Would federal regulation better protect big commercial buyers? The Risk and Insurance Management Society's leadership definitely thinks so, but I am not so sure.
RIMS enthusiastically endorsed the recent call by the Bush administration for an optional federal charter as part of a broader overhaul of financial services regulation.
"The risk management and commercial insurance buyer community has long supported the concept of an optional federal charter, and believe that a regulatory system structured in the method proposed will provide an effective and much more efficient process to manage insurance transactions for policyholder operations," Terry Fleming, a RIMS director who oversees legislative issues for the Society, said in a statement.
All I can say is, be careful what you wish for. As far as I can tell, federal oversight has not produced good risk management of late under this hands-off White House. In fact, Uncle Sam has more often than not been asleep at the wheel.
Call me cynical, but I also doubt any cost efficiencies achieved via a federal charter system will be passed along to consumers–big or small. Any additional profits are more likely to bolster the insurance industry's own historically low return-on-equity.
When Mr. Fleming reiterated the risk management community's support for an OFC at a press briefing last month with senior RIMS officers in San Diego at the Society's annual conference, I played the familiar role of skunk at the garden party.
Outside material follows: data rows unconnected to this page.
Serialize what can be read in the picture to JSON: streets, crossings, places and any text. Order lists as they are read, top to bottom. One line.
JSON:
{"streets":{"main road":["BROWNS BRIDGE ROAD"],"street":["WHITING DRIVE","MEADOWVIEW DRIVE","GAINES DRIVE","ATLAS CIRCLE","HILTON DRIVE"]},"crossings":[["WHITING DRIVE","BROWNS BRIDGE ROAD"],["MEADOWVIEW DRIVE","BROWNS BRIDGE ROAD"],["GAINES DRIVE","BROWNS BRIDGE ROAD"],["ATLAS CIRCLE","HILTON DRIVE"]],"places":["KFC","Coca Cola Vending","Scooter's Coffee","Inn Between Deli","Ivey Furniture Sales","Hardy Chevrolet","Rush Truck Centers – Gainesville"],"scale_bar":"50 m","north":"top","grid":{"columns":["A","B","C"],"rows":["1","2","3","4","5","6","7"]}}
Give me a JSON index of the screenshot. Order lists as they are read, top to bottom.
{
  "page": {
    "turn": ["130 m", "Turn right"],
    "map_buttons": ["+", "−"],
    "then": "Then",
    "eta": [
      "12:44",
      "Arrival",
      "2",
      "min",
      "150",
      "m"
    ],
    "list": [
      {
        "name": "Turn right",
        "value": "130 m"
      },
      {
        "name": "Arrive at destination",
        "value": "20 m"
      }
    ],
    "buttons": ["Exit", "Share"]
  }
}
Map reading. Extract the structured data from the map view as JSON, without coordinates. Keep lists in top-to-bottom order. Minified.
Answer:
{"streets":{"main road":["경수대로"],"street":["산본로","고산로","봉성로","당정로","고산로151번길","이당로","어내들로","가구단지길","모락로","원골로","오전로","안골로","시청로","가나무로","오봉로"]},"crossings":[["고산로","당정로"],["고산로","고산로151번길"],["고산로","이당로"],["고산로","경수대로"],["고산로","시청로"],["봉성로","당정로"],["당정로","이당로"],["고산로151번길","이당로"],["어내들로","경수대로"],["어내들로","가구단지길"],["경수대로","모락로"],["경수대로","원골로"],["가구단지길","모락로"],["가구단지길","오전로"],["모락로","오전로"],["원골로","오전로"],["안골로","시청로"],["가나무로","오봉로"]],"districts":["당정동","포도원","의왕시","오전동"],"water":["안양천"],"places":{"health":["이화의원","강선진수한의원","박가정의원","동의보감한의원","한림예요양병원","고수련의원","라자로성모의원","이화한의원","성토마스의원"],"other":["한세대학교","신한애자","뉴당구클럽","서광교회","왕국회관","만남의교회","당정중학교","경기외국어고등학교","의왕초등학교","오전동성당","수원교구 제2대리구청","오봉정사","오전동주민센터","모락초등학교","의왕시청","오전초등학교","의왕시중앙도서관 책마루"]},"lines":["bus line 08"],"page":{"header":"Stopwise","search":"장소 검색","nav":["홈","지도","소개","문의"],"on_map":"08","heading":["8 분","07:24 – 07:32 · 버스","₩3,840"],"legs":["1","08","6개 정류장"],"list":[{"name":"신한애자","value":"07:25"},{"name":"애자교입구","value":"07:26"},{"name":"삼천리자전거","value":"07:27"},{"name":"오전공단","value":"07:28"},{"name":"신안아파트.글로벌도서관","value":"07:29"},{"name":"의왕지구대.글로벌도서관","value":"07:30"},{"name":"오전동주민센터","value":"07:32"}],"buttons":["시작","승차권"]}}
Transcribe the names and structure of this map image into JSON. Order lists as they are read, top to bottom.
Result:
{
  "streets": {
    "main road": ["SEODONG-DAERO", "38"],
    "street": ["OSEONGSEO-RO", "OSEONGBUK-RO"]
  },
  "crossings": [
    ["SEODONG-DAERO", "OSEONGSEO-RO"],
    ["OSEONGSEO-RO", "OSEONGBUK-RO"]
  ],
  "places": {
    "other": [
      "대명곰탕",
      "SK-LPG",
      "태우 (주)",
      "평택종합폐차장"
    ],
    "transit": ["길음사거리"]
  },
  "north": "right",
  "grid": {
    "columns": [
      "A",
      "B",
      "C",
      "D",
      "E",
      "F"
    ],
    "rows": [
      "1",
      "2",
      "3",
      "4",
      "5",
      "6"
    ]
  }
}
I asked what made RIMS think Washington would make a better insurance regulator than the states, given the federal government's dismal history with the subprime mortgage debacle, the importation of dangerous toys from China, the deliberate downplaying of environmental hazards at Ground Zero following 9/11, and other oversight failures.
Mr. Fleming defaulted to the longer-term efficiency argument. "We see this as a competitive opportunity," he said. "Right now, there are 56 jurisdictions over insurance, and not one of them has the authority to manage the business in any comprehensive way–particularly with coverage provided by foreign carriers and reinsurers." He added that "every other country in the world has central insurance management, and the U.S. should, too."
A federal insurance administrator might be more efficient, but will it be more effective in policing market conduct and assuring insurer solvency?
I fear that if insurance oversight is nationalized, it will be lost in a regulatory black hole, and buyers–commercial or personal–will ultimately suffer.
Risk managers also might be dreaming if they think federal regulation will lower insurance premiums. It is still not even clear whether insurers ever really lowered their prices to reflect the fact they no longer pay hundreds of millions of dollars in contingency fees to the mega-brokers.
What makes buyers think insurers won't just pocket the difference if administrative expenses go down under a federal charter?
I certainly don't mean to say state regulation doesn't need reform. And I can understand how buyers for multistate and often multinational organizations would tout the logic of having a single set of regulations to follow to lower costs and entry barriers.
But rather than a radical change, such as an OFC, why not just pass the bill floating around Congress to set federal benchmarks for state regulators to follow on surplus lines and reinsurance, expand the Liability Risk Retention Act to allow for coverage of property risks, throw in a national licensing facility for insurers and brokers, and then after a few years determine whether you need to go any further?